Data Transformation & Scaling

We can use one-hot encoding to encode category data and scaling for numeric rescale

Experiment Plan

Based on the previous related work analysis (Part 1), we can choose a minimum of three machine learning models for the experiment. The best to compare is XGBoost, Random Forest, and Decision Tree for learning purposes. By comparing these three “tree” model, it provides a basic understanding of bagging and boosting from one use case.

In this experiment plan, we will try to find out whether upsampling imbalance class, remove outlier, and PCA transformation will help to increase the dataset prediction accuracy or not. Bear in mind that, every dataset (training/validation/test) has its own data distribution, not every model must apply a particular process or procedure.

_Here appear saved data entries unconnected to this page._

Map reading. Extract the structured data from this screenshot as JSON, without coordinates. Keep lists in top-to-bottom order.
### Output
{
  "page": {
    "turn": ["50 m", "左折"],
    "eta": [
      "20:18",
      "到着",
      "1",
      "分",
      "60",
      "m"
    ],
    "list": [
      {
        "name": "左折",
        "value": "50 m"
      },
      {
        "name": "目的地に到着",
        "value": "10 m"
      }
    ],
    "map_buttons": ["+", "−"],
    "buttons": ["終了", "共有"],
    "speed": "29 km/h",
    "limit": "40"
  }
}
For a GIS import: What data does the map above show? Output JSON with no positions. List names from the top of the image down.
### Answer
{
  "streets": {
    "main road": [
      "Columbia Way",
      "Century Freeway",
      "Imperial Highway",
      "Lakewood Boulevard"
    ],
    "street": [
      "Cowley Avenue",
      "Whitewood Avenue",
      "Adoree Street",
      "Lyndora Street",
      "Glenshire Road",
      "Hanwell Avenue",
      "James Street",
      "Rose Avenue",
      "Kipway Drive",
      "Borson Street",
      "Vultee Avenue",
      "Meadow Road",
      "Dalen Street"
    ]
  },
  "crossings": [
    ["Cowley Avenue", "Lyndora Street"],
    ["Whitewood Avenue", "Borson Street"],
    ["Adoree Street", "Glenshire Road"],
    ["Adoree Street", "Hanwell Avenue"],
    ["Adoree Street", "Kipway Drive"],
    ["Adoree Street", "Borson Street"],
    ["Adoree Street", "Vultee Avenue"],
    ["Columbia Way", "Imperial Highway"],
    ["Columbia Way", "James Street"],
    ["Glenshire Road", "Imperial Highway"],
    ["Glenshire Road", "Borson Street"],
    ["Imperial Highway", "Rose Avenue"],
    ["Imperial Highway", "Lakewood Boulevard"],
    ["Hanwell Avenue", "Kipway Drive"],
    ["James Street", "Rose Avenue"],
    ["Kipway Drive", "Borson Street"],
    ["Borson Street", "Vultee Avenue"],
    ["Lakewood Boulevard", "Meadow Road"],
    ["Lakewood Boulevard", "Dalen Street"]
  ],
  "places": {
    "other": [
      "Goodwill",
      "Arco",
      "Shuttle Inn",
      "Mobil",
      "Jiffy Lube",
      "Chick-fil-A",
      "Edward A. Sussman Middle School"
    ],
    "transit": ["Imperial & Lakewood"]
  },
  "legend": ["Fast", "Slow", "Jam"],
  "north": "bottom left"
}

The experiment plan can be conducted as:

Decision Tree

The implementation of the decision tree method will be using rpart package, it is a widely used package for Classification & Regression Tree (CART) modeling.

Experiment 1

The dependent variables have assigned as a factor for classification. The min split here refers to the minimum observations count exists in a node required when splitting. min bucket means the minimum observations count require in any terminal node. The minbucket=10 provided in the model is to avoid overfitting happen where it could prevent a few of the observations from trying to create a new tree along the way. The cp value here refers to the complexity parameter, it controls the overall decision tree size. By assigned it to a negative amount, it will generally let the tree be fully grown.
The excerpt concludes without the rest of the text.